En effet, l’article 1171 du Code civil vise « toute clause qui crée un déséquilibre significatif entre les droits et obligations des parties au contrat », la formulation étant alors relativement proche de l’article L. 442-6, I, 2° du Code de commerce qui vise les « obligations créant un déséquilibre significatif dans les droits et obligations des parties ». Toutefois, l’article 1171 précité retient la notion de clause comme fait générateur d’un potentiel déséquilibre, alors que l’article L. 442-6, I, 2° du Code de commerce procède à une rédaction plus large en visant les « obligations ».

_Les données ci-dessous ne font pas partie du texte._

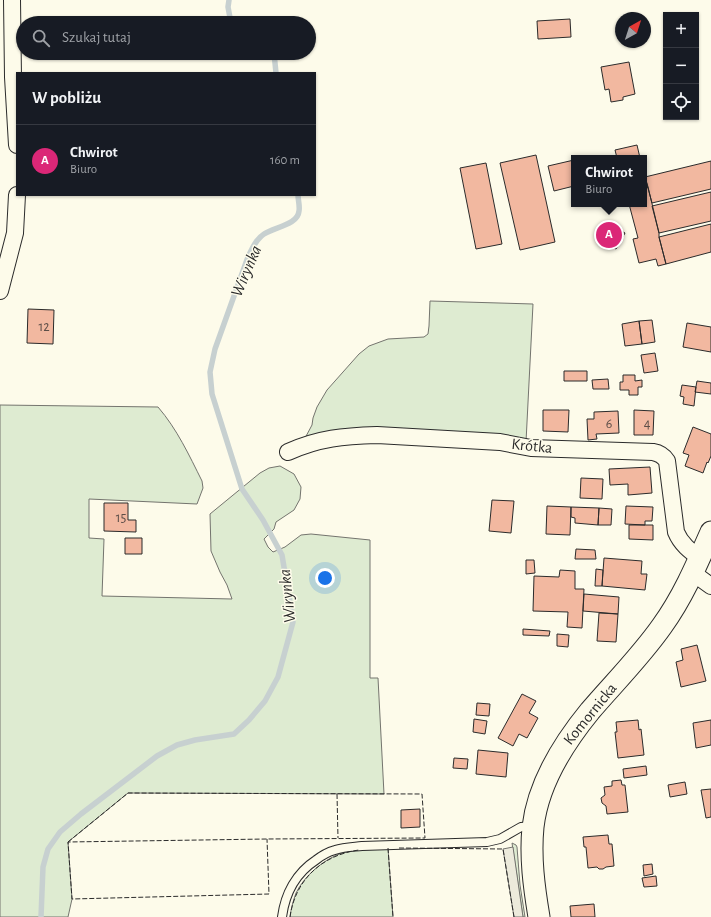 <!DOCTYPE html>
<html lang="pl">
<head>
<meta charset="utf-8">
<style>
  :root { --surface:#171b24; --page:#242831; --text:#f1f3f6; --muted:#9ea1a6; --line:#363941; --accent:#db2777 }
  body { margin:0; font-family:"Alegreya Sans",sans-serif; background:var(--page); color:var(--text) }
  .controls { position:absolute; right:12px; top:12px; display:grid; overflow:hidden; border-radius:0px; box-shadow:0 1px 3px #0004 }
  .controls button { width:36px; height:36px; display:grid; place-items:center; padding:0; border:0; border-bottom:1px solid var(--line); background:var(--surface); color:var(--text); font:20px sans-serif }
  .compass { position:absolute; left:615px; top:12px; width:36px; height:36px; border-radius:50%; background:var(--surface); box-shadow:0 1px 3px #0004; rotate:39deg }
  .you { position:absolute; left:325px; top:578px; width:14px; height:14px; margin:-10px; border:3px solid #fff; border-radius:50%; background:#1a73e8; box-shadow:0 0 0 6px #1a73e833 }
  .badge { display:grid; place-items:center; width:26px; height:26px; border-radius:50%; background:var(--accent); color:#fff; font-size:13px; font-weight:700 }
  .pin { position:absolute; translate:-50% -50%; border:2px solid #fff; box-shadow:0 1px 4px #0006 }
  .popup { position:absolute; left:571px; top:155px; width:76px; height:52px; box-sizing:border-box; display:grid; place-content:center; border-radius:0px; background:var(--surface); filter:drop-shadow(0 1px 3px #0005); font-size:13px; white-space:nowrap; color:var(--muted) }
  .popup b { font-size:15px; color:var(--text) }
  .popup::after { content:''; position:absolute; left:50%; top:100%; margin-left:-8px; border:8px solid transparent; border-top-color:var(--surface) }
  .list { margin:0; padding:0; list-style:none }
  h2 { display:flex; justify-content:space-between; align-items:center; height:52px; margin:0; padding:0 16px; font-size:17px }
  h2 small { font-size:13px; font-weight:400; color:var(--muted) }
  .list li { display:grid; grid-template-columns:26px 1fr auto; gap:12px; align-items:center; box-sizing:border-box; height:72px; padding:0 16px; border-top:1px solid var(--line) }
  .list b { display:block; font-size:15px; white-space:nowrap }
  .list p { margin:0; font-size:13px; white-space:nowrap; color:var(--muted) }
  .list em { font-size:13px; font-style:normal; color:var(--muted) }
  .icon { flex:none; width:22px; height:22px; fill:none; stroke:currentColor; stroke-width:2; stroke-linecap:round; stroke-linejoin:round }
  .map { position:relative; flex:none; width:711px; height:917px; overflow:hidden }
  .search { position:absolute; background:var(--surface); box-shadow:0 1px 3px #0004; left:16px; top:16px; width:300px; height:44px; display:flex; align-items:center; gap:10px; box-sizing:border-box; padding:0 14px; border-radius:22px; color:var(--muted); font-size:15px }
  .panel { position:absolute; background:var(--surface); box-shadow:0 1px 3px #0004; left:16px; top:72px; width:300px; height:124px; border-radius:0px }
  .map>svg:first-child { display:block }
</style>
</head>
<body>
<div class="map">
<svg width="711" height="917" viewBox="0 0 711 917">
  <rect width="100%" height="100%" fill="#fdfbea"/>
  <path fill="#deebd1" stroke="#74746e" d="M430,301L533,304L526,442L304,440L312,425L313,418L317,407L327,390L359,354L369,346L388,339L424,337L428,334L429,326Z
    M0,405L158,407C177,429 189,455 202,481L203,488L197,504L89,499V538L104,539L102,596L232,599L227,585L220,572L211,551L210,514L260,473L269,468L280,466L294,474L301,487L300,499L294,510L276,522L274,529L264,539L268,547L273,552L285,547L301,535L311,534L370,540V678H378L384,794L128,793L68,842L72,899L68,917H0Z
    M512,843L516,845L517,847L520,885L525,917H523Z
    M388,848L393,917H290C291,909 293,901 296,893C304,876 324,859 342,853C357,849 373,849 388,848Z"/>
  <path fill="#eceadb" stroke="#74746e" d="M513,847L523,917H514L503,849Z"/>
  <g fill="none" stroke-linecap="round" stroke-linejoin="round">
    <path stroke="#c7d0d0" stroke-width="5.5" d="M229,0L228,7L231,23
      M274,53L276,73
      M41,917L43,867L48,849L60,832L81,814L157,756L177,745L195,740L234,734L249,720L265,701L278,677L293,622L282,555L263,520L242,489L212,394L210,372L215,349L248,257C252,249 256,239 264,234C274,227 298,225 299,211C300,206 298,200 298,195"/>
  </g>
  <path fill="#f2b8a0" stroke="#2b2b2b" d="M570,19L571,37L538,39L537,21Z
    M629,62L635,94L623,97V100L611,102L609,89L605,90L601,67Z
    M637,145L640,158H617L615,150Z
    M536,155L555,242L520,250L500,163Z
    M574,160V186L554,191L548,166Z
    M711,161V189L652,203L645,177Z
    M486,163L502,244L476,249L460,168Z
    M644,173L648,187L644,188Z
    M648,187L659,233V237L666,264L658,266L656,259L639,263L633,239L638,238L629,204H644V188Z
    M711,192V221L659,233L652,206Z
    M605,222L625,233L616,249L596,238Z
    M711,224V252L666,264L659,237Z
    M28,309L54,310L53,344L27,343Z
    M652,320L655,342L642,344L639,321Z
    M639,321L642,344L625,346L622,324Z
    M687,323L711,327V352L683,347Z
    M655,353L658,371L644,373L641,355Z
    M564,371H587V381H564Z
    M623,375H635V381L642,380V387H638V395H629V390H620V382H623Z
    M608,379L609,389H593L592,380Z
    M697,381L711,383V394L695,392Z
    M682,385L696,387L694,406L683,404L684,397L680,396Z
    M543,410H569L568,432L543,431Z
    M634,410L654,411L653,435H634Z
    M618,411L619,433L596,434L597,439L588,440L587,419H594V412Z
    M693,427L711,434V456L708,463L707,462L703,473L685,466L689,455L683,453Z
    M650,467L652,493L628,495V484L610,485L609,469Z
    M581,478L603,479L602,499L580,498Z
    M492,500L514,501L511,533L489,531Z
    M104,503H128V520H136V532L104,531Z
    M547,506L571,507L570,535L546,534Z
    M626,506L653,507L652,521H645V525L625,524Z
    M571,507L599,508L598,525L575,523V518L571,517Z
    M599,508L612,509L611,525H598Z
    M629,525H653V540L629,539Z
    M125,538H142V554H125Z
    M576,549L595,550L596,559H575Z
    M604,558L642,561L641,574H647L645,590L602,586Z
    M526,560H534L535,573L526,574Z
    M596,569L603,570L602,586H595Z
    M560,570L575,571V589H584L582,628L567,627L568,612L533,611L534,576L559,577Z
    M584,594L619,597L618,614L583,611Z
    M599,613L618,614L616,642L597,641Z
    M523,629L550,631L549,636L523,635Z
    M557,634L569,635L568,647L557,646Z
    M697,645L706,681L681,687L676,662L683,660L681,649Z
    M522,694L536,701L529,713L538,718L527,738L519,734L513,746L498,738Z
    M477,703L490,704L489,716L476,715Z
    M474,719L487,721L485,734L473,732Z
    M638,720L639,730L641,729L644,755L618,758L615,732H617L616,722Z
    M711,720V745L696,748L693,723Z
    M478,750L508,753L506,777L476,774Z
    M454,758L468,759L467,769L453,768Z
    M646,766L647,775L624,778L623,769Z
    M621,780L622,785H625L628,812L607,814L606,806L602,803L601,798L605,795L604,787L612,786V781Z
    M685,782L687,794L670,797L668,785Z
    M711,789V817L706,818L701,790Z
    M420,809V827L401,828V810Z
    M608,835L609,844H612L614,866L606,867L603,869H599L597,867L588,868L586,847H584L583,837Z
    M652,864L653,874L644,876L643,865Z
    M656,876L657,886L644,887L642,878Z
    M594,904L595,917H571L570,906Z"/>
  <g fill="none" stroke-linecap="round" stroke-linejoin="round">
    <g stroke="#2b2b2b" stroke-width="10">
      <path id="service" d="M282,917C285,894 296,873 316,860C321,856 328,852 335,850C344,847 353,847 362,846L487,842L500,839L521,827L533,826"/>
    </g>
    <g stroke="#2b2b2b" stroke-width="18">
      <path id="minor" d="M12,0L13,77L17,145
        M0,291L15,233L17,195
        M288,452C319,438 344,436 377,435L500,442L531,448L653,452C659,453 663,455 667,461L676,532C681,544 690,551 700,558
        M693,573L711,586"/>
    </g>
    <g stroke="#2b2b2b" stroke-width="23">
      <path id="tertiary" d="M539,917C534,887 530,857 533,827C538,783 563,744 590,711C614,683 641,656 662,626C683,597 697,564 711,532"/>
    </g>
    <use href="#service" stroke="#fdfbea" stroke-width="8"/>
    <use href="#minor" stroke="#fdfbea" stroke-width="16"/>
    <use href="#tertiary" stroke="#fdfbea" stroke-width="21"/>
    <path stroke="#2b2b2b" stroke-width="1" stroke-dasharray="5 2" stroke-linecap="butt" d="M337,794L338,838
      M68,842L128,793L422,794L425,838L267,839L68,842L72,899L269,894L267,839
      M388,848L393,917
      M399,848L503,849L514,917
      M290,917C295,880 322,855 359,850"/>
  </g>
  <g text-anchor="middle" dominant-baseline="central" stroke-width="3" stroke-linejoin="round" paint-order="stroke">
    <g font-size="14" fill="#5d4e48">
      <text x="44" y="327">12</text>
      <text x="609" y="424">6</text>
      <text x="647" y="424">4</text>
      <text x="121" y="518">15</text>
    </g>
    <g font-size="16" fill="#2b2b2b" stroke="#fdfbea">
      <text transform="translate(532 446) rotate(6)">Krótka</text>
      <text transform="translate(590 714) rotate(-51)">Komornicka</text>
    </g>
    <g font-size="17" font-style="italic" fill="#2b2b2b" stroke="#fdfbea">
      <text transform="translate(246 271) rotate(-67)">Wirynka</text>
      <text transform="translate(287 596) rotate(-96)">Wirynka</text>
    </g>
  </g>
</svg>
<div class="controls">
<button>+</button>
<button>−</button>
<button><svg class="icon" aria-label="locate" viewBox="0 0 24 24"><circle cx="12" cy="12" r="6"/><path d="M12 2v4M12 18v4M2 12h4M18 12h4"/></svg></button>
</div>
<svg class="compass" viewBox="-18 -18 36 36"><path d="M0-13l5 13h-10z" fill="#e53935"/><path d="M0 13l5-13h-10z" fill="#9ea1a6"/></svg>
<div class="you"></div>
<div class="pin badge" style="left:609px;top:235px">A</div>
<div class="popup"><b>Chwirot</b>Biuro</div>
<div class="search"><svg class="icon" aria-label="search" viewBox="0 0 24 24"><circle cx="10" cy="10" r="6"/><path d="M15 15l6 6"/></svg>Szukaj tutaj</div>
<section class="panel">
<h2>W pobliżu<small></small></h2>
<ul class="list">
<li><span class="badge">A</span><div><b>Chwirot</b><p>Biuro</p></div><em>160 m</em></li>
</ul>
</section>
</div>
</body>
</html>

Lors de l’introduction de la nouvelle disposition, certains se sont interrogés afin de savoir si la jurisprudence rendue sur le fondement de l’article 1171 nouveau de Code civil serait audacieuse ou si elle s’inspirait des solutions dégagées par la jurisprudence de l’article L. 442-6, I, 2° du Code de commerce. De toute évidence, à la lecture de cette décision commentée, il appert que le juge s’est inspiré du critère du défaut de réciprocité, qui constitue l’un des critères pertinents dégagés par l’article du code de commerce précité.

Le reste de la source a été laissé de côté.